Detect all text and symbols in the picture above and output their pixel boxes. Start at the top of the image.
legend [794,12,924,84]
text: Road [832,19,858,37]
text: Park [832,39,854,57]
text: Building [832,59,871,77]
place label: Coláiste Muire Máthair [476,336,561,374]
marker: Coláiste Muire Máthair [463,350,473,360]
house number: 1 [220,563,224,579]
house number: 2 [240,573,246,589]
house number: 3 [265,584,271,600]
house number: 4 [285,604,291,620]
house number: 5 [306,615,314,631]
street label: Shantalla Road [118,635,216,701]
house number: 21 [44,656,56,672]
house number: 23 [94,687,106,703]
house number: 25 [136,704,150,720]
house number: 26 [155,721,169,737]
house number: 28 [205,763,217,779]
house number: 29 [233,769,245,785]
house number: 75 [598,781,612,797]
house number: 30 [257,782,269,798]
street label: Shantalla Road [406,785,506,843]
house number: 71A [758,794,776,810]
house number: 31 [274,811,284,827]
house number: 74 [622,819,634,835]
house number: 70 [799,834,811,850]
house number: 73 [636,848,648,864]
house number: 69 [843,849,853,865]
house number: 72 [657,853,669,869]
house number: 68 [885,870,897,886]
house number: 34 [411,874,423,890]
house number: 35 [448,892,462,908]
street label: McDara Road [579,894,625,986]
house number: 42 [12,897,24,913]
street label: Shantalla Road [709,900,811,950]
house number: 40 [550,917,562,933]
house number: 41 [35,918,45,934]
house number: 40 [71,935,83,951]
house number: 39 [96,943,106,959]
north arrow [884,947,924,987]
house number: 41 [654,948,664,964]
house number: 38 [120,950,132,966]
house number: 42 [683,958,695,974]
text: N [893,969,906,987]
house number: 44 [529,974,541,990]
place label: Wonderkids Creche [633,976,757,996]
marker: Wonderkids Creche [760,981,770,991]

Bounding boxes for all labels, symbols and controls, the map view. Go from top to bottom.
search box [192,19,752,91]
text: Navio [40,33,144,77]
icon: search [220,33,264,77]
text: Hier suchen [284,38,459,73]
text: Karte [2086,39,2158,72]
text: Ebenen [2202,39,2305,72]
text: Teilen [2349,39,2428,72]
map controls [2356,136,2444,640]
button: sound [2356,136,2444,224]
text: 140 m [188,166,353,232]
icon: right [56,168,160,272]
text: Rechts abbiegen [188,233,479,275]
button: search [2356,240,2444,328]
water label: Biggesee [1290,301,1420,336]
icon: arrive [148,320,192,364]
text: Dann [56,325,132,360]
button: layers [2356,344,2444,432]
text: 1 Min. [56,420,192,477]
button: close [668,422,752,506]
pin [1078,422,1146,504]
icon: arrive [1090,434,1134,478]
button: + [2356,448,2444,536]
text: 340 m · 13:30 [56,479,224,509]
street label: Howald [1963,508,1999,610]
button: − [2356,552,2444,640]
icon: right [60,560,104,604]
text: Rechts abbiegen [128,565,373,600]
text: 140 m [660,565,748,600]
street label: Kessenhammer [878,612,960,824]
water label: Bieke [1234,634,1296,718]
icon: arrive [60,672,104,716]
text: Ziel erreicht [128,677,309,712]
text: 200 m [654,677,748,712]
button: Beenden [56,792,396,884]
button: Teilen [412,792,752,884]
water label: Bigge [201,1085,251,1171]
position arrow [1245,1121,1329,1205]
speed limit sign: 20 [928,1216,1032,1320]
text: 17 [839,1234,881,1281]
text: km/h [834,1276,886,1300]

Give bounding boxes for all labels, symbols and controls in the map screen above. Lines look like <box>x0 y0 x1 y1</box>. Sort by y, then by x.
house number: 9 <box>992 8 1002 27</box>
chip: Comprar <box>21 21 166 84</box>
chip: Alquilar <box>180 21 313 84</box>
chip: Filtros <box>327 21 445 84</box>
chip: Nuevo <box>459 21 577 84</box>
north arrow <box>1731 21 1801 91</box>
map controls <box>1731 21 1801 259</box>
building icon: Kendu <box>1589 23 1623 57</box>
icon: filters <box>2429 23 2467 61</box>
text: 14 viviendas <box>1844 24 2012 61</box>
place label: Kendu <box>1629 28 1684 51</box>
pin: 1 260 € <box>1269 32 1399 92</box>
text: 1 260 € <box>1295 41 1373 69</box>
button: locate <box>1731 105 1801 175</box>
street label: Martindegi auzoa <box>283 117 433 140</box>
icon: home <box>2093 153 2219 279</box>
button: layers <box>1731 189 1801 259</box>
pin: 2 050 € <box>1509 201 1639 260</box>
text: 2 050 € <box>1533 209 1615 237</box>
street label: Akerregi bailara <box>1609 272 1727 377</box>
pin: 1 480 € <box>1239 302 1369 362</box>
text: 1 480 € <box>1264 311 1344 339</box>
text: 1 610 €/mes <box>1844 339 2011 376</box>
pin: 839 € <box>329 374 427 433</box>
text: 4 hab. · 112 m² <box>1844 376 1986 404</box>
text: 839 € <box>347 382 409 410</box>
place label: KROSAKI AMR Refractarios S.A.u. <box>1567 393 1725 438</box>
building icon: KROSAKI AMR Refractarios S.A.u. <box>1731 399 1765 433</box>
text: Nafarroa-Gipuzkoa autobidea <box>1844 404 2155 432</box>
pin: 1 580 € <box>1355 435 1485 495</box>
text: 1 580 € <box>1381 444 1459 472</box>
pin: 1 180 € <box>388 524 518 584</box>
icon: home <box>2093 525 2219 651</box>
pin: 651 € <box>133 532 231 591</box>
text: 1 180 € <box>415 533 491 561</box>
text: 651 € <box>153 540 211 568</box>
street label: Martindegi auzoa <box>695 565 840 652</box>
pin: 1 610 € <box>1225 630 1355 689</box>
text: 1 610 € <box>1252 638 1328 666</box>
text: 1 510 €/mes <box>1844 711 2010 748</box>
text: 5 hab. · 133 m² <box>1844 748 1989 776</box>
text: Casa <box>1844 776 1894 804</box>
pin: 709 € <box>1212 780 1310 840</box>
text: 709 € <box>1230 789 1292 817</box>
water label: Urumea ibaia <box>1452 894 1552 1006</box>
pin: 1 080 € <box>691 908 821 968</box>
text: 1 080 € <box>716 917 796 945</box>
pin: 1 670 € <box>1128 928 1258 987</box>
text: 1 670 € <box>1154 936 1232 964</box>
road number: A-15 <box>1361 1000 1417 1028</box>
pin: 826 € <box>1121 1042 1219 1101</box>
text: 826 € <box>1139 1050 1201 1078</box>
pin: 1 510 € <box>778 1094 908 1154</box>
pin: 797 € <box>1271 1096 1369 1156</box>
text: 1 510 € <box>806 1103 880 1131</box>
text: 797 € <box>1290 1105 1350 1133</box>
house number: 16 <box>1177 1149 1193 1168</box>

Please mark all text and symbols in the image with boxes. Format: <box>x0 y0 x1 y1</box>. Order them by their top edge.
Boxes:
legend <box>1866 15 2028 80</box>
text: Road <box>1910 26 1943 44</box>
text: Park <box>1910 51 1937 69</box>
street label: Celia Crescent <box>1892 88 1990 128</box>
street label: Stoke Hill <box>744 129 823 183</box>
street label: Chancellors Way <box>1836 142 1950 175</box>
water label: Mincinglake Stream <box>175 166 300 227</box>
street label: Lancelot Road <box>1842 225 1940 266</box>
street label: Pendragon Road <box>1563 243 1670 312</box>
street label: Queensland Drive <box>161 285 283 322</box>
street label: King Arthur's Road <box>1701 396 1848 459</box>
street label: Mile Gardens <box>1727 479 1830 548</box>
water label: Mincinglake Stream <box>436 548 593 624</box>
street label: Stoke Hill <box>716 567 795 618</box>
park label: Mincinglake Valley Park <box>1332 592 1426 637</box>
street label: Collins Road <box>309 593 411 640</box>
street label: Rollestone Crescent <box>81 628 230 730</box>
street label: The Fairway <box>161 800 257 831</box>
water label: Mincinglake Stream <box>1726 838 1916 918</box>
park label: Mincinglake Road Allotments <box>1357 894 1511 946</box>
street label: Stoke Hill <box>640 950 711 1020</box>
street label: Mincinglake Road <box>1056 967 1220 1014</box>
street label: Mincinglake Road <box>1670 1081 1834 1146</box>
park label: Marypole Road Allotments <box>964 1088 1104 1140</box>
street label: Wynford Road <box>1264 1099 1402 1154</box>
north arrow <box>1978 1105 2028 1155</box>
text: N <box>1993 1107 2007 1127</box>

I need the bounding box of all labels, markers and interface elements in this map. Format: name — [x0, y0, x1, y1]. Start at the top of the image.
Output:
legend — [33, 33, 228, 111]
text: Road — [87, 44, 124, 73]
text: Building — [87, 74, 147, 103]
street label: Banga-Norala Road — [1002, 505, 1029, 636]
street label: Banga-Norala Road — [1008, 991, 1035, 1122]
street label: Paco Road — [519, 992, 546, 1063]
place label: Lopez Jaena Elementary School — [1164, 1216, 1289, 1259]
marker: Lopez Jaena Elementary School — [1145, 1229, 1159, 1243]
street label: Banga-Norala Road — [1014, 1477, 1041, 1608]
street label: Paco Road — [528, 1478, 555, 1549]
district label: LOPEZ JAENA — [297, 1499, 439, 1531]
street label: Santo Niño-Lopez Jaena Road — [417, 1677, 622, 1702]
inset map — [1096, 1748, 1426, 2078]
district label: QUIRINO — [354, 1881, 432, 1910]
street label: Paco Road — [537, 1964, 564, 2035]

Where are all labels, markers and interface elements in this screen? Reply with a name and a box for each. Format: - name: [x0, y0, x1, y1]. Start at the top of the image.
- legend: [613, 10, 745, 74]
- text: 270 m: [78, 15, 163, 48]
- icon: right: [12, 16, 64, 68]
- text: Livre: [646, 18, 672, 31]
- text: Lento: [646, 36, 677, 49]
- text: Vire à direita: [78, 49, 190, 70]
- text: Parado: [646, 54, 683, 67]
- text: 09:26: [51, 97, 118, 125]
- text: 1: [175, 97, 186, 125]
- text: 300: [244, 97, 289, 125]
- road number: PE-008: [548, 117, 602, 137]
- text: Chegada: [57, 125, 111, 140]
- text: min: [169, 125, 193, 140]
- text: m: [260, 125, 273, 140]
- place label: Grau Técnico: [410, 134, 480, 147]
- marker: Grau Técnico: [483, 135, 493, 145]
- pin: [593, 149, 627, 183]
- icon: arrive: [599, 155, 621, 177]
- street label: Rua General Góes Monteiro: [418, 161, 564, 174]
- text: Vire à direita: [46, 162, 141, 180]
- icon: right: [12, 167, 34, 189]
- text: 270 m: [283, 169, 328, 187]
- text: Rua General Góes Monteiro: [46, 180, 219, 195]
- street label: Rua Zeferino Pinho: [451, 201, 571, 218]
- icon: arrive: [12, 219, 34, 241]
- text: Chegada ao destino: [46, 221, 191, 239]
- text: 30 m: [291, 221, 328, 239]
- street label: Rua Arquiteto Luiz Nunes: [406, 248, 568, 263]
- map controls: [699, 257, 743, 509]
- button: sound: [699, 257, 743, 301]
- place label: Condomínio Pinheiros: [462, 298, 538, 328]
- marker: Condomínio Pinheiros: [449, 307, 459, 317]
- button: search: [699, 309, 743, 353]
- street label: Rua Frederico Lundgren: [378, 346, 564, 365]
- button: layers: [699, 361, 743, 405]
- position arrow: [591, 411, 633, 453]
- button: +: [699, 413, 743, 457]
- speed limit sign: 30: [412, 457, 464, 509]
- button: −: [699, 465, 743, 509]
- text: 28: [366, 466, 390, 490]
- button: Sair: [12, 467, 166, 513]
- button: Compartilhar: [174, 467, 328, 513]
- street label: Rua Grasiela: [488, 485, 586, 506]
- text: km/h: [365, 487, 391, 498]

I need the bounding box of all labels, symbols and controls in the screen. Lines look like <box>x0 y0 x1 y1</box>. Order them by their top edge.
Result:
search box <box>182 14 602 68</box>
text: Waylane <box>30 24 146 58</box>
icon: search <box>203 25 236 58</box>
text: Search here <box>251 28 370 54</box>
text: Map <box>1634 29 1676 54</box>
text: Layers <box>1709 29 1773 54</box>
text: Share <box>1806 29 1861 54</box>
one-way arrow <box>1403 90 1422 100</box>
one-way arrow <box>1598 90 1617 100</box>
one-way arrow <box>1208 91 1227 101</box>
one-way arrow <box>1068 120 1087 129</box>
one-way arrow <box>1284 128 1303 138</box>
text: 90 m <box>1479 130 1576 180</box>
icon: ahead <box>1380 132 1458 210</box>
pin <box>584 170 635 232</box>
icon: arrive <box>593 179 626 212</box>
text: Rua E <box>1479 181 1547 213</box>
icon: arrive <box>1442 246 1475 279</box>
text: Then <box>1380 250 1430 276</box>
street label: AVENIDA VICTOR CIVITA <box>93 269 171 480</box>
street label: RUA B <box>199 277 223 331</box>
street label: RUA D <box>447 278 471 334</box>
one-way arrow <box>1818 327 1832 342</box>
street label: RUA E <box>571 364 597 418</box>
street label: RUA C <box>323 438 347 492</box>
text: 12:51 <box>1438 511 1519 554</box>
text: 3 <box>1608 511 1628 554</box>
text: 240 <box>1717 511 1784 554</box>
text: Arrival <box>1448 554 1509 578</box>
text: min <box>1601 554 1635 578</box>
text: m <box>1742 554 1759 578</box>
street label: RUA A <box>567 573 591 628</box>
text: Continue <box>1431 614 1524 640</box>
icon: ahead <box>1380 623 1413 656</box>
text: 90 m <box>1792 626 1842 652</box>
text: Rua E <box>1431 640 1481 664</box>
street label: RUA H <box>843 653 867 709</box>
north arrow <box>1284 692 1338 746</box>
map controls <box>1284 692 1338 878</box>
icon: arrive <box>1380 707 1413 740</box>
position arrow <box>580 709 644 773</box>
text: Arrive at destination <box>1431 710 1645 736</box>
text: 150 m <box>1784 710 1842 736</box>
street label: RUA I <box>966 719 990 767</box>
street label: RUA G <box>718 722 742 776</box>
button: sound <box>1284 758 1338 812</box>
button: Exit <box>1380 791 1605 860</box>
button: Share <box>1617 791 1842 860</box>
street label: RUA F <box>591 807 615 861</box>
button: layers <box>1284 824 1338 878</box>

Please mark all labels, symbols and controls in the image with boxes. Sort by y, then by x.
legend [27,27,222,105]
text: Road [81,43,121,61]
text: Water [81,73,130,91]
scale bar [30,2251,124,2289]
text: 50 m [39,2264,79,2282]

····················

:: What the task requires ::
Go through the data and show every line where "speed" occurs.

:: Solution for this task ::
speed limit sign: 20 [928,1216,1032,1320]
- speed limit sign: 30: [412, 457, 464, 509]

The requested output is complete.